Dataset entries
<<<<

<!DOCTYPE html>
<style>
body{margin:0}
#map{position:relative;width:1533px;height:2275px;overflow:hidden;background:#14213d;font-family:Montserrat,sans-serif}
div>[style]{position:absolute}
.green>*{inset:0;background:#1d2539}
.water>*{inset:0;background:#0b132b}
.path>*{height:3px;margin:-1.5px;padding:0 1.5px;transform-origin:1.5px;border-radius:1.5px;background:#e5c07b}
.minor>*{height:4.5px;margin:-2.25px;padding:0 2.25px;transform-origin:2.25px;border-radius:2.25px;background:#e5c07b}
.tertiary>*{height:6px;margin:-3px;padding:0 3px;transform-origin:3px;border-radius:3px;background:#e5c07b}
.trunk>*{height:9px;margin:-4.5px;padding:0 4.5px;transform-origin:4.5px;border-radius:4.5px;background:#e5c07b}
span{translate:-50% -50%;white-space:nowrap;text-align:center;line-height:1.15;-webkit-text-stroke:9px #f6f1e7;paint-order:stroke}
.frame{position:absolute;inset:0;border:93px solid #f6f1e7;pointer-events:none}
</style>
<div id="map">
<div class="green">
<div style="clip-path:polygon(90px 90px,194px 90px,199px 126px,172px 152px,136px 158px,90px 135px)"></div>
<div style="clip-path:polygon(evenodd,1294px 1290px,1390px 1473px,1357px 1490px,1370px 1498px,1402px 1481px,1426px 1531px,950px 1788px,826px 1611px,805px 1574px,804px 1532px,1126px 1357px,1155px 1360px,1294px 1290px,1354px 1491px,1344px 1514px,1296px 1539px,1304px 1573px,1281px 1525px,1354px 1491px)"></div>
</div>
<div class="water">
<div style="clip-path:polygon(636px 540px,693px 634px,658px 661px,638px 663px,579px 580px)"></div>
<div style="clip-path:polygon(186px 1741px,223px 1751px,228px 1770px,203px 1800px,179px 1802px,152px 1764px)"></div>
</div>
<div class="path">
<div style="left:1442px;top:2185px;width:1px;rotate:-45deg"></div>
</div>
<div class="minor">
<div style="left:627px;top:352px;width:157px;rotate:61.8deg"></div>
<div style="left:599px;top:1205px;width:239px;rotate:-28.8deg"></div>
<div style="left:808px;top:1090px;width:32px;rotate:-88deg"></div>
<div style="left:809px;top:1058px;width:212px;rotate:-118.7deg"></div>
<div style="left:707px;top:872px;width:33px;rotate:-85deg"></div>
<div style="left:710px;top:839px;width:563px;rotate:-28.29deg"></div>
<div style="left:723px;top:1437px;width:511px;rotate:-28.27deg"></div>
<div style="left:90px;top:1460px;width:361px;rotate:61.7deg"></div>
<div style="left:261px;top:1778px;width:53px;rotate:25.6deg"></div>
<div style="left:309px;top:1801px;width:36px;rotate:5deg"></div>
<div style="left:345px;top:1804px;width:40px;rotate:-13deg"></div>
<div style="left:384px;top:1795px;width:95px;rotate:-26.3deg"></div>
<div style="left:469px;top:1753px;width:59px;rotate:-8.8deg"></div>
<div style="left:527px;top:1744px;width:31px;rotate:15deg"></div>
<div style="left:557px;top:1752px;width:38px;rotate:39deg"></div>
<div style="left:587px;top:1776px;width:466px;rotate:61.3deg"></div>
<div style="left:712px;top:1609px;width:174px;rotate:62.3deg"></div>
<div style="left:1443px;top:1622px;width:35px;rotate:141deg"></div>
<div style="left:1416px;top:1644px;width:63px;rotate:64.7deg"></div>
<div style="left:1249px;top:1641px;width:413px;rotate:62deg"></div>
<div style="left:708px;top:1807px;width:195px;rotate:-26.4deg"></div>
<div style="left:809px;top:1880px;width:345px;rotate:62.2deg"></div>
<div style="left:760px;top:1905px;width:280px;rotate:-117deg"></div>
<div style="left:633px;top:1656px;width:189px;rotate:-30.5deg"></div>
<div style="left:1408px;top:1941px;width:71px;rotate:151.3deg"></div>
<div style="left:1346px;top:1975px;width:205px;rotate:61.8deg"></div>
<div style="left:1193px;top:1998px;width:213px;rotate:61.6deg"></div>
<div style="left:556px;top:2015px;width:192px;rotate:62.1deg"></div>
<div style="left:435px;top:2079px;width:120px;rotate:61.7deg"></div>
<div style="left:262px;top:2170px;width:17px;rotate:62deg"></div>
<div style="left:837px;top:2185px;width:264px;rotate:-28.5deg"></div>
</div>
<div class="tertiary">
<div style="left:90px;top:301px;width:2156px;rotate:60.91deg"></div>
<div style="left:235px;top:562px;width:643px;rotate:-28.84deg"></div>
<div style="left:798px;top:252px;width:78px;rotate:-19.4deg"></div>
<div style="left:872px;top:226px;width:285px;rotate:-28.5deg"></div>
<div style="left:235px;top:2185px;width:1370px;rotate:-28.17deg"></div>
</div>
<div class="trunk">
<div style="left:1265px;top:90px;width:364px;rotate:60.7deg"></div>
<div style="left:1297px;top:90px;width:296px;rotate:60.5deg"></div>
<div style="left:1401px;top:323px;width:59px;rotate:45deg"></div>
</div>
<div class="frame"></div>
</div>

>>>>
<<<<

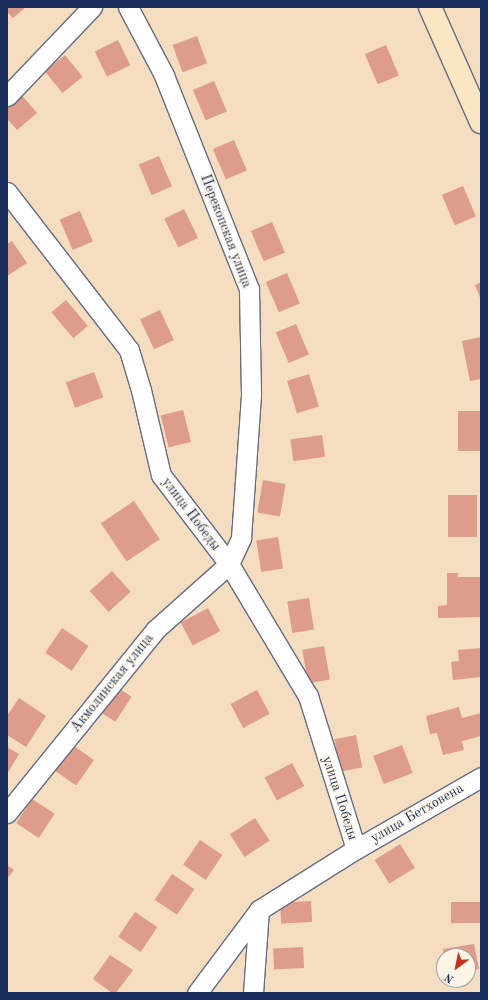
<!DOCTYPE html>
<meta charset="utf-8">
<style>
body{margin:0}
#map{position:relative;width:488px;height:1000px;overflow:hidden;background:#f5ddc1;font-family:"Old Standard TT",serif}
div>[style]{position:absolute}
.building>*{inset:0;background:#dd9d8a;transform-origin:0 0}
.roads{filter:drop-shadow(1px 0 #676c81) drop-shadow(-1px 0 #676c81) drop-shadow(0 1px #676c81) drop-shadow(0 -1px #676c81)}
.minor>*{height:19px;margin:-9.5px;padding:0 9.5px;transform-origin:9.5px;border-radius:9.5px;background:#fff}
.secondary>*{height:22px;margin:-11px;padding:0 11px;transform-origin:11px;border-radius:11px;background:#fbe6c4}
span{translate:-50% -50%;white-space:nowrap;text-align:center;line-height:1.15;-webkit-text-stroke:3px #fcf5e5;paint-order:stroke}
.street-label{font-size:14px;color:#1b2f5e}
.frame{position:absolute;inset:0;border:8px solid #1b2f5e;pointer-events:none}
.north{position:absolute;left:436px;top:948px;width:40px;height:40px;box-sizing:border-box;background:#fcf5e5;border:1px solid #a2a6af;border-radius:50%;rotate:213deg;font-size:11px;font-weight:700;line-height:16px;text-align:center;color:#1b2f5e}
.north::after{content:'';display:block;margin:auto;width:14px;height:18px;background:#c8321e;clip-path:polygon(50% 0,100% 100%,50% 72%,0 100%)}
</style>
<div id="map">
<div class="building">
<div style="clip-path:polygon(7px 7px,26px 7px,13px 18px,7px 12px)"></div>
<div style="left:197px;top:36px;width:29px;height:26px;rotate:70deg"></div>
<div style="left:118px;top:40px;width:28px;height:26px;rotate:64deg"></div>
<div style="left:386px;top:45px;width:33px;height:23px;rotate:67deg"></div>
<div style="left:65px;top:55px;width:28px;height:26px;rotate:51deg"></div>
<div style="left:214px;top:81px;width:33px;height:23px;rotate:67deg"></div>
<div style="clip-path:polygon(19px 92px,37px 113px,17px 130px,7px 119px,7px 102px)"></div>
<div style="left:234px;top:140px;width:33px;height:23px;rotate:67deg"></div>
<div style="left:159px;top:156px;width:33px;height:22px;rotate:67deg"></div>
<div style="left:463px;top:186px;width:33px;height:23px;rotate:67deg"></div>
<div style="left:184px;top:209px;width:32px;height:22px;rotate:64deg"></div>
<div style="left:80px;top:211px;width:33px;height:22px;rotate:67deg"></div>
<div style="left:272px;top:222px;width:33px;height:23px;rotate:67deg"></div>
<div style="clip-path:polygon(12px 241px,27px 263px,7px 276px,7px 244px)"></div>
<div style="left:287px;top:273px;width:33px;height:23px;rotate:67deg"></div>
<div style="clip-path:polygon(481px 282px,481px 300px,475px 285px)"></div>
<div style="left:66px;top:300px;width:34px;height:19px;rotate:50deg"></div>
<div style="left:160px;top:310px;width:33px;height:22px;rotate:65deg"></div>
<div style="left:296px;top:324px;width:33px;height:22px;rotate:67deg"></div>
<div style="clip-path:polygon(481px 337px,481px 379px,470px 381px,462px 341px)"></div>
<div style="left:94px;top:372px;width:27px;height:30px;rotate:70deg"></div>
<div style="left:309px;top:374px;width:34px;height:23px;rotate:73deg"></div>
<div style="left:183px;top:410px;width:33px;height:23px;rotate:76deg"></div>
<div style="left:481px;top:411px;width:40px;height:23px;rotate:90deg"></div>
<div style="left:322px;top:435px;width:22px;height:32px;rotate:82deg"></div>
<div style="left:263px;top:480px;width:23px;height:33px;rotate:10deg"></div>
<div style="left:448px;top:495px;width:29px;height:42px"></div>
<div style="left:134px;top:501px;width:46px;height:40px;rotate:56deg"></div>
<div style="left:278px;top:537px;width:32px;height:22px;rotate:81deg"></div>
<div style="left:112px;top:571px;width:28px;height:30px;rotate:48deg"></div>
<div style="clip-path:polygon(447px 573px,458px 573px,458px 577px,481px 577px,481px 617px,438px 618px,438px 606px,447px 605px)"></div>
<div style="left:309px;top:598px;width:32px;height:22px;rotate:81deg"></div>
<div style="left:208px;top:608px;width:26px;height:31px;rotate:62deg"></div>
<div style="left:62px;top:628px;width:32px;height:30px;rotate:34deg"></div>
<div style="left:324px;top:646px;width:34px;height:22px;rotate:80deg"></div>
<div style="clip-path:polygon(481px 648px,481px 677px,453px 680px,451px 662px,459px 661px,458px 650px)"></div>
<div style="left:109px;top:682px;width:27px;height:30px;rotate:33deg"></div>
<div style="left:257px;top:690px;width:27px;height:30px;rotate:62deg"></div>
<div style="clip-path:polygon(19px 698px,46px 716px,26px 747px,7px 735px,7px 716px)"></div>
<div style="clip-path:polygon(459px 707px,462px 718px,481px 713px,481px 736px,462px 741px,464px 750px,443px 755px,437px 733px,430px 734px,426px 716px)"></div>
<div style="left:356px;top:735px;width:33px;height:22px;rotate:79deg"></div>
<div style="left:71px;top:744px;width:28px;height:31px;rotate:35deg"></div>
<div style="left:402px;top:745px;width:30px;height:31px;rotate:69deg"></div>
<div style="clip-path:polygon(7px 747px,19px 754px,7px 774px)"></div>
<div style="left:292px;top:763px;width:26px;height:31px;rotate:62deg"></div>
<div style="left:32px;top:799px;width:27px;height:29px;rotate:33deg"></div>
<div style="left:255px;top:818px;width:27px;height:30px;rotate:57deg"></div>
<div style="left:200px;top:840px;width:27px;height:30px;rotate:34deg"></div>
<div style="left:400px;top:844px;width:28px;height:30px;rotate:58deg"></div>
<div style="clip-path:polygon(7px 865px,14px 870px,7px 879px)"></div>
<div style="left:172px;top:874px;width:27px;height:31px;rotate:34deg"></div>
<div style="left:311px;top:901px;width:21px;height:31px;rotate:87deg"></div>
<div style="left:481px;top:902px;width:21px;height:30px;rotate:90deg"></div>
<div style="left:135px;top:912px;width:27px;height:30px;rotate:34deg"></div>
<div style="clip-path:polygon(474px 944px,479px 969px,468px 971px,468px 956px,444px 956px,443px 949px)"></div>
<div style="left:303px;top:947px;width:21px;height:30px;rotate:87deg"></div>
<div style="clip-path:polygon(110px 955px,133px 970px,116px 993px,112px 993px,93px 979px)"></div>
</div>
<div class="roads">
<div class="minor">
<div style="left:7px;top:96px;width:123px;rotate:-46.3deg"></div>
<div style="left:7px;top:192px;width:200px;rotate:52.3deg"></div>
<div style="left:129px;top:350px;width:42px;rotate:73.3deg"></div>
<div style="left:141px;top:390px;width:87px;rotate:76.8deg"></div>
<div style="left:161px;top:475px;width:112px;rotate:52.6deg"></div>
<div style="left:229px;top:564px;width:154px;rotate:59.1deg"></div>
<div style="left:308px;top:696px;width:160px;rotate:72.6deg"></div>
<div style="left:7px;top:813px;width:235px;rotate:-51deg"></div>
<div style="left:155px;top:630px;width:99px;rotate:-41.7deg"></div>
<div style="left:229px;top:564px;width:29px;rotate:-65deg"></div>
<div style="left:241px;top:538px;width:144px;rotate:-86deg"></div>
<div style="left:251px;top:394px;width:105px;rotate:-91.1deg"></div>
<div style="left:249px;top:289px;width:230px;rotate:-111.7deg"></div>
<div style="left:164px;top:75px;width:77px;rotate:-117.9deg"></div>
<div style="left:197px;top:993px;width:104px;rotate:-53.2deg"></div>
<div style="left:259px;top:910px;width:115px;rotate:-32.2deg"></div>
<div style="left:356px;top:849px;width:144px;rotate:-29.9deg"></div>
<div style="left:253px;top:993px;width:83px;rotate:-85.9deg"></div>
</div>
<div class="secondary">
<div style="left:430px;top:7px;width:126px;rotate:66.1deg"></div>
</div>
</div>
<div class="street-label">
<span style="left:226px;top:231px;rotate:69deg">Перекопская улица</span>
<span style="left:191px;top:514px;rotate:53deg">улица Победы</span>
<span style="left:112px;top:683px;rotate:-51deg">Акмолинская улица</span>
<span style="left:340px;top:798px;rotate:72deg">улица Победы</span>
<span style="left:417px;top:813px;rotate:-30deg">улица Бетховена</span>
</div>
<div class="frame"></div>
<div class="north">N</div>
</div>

>>>>
<<<<

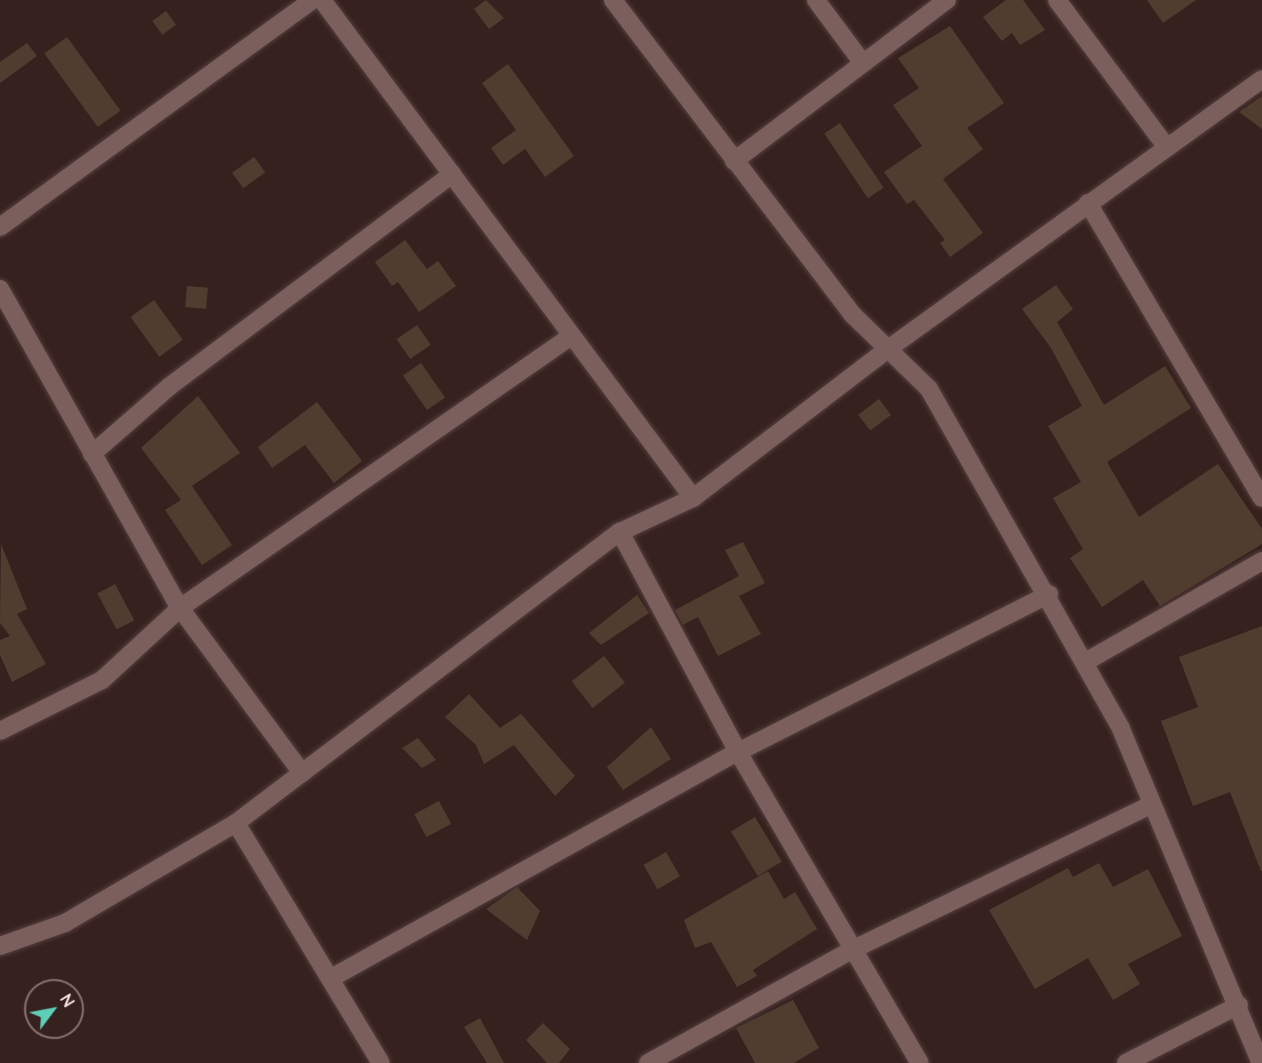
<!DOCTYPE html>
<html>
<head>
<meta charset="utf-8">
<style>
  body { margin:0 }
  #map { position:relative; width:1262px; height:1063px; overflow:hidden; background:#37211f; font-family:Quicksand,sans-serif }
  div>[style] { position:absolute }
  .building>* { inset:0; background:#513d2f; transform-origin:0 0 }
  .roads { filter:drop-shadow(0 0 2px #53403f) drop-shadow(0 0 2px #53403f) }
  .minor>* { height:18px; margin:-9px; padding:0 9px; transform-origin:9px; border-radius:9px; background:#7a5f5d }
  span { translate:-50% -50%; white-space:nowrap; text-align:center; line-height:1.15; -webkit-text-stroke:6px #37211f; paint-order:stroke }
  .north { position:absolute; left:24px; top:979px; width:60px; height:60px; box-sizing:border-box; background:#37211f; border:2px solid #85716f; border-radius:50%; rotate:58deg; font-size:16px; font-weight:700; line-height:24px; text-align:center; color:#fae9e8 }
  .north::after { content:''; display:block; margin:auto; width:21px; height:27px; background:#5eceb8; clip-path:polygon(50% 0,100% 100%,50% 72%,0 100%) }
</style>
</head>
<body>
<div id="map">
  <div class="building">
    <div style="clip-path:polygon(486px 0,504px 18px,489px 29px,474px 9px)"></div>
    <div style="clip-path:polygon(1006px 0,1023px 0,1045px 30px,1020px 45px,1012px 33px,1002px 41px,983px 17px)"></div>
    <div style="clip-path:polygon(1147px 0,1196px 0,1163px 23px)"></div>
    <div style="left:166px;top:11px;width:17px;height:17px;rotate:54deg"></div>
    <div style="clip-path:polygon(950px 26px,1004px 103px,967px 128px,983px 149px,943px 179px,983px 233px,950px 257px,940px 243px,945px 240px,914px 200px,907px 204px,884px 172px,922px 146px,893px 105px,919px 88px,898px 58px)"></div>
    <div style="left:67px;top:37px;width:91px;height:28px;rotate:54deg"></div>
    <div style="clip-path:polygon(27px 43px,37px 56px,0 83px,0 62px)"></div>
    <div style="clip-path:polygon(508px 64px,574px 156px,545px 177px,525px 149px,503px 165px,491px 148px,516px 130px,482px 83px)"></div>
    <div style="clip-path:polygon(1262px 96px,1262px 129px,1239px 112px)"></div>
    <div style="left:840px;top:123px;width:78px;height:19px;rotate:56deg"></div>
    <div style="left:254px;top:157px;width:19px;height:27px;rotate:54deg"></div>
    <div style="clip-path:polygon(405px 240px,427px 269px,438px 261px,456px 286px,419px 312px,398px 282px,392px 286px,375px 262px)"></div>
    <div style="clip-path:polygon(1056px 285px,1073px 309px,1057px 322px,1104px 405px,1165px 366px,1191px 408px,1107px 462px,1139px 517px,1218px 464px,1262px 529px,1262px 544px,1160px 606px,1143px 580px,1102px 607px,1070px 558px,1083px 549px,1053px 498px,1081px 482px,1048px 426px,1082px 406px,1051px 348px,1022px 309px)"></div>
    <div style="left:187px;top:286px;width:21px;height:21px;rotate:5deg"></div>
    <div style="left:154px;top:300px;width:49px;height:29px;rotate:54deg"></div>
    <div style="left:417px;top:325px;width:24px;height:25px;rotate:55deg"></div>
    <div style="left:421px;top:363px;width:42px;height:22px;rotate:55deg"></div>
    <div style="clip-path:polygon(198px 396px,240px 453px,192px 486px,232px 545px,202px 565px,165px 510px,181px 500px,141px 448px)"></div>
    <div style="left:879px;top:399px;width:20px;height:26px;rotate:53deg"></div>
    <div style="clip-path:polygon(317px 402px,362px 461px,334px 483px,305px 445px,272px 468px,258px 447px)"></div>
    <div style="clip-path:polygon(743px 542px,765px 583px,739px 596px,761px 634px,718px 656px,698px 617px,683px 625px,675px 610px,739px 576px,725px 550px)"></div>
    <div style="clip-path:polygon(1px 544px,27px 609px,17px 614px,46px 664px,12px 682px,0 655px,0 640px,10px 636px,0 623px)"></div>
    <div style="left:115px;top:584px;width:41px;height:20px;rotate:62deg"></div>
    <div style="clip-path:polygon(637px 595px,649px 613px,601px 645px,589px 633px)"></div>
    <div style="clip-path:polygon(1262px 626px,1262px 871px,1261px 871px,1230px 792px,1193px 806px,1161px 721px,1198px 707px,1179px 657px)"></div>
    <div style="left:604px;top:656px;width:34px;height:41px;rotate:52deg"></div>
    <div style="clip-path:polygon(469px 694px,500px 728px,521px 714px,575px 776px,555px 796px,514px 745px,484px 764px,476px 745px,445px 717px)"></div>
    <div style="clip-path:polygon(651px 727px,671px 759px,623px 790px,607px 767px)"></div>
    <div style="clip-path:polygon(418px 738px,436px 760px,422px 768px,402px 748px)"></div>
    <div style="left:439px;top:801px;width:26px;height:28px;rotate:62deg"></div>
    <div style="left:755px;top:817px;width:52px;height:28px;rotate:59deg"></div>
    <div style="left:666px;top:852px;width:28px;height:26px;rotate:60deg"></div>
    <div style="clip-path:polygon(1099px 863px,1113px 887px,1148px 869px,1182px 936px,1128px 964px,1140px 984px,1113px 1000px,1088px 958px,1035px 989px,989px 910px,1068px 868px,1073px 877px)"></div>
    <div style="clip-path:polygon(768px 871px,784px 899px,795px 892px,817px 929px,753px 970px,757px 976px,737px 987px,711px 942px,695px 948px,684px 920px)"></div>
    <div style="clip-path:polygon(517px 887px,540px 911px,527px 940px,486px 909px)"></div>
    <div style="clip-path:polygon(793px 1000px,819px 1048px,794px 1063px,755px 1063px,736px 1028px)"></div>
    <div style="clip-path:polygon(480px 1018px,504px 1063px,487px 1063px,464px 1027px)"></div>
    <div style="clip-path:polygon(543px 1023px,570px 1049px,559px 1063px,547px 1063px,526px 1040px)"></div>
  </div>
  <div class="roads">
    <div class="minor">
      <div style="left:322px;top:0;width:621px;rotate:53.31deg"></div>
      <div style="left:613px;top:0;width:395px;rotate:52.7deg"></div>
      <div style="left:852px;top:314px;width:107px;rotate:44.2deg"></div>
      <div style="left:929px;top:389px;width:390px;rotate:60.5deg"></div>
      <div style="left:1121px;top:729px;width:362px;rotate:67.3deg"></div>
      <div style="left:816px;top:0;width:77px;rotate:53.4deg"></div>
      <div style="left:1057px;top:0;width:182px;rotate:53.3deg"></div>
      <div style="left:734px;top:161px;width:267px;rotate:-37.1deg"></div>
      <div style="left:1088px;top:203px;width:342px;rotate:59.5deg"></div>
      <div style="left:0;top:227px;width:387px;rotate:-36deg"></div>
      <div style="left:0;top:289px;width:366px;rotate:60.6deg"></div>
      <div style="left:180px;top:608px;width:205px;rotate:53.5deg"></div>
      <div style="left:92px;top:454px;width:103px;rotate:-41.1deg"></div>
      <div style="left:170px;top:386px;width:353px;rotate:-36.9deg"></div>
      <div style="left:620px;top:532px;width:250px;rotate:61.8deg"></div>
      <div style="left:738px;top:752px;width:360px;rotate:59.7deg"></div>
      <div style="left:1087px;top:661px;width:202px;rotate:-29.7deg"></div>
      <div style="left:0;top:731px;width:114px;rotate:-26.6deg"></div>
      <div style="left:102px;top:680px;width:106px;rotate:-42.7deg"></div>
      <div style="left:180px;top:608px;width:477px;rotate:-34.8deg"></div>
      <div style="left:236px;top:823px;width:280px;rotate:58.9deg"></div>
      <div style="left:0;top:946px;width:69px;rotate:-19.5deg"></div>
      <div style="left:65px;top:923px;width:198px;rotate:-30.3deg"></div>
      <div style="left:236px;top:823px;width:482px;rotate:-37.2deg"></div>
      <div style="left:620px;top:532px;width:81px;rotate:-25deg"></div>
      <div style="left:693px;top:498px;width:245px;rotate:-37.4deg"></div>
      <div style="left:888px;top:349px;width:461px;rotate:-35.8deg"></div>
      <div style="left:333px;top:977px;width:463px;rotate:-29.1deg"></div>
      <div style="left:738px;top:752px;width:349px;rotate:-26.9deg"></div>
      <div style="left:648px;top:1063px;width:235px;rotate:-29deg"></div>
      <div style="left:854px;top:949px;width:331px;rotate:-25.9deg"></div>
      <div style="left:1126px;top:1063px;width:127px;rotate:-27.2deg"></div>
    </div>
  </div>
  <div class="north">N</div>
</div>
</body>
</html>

>>>>

(Work item)
Search the records for the string "sans" and, wherever a line contains it, please copy that line.

(Reply to the task)
#map{position:relative;width:1533px;height:2275px;overflow:hidden;background:#14213d;font-family:Montserrat,sans-serif}
  #map { position:relative; width:1262px; height:1063px; overflow:hidden; background:#37211f; font-family:Quicksand,sans-serif }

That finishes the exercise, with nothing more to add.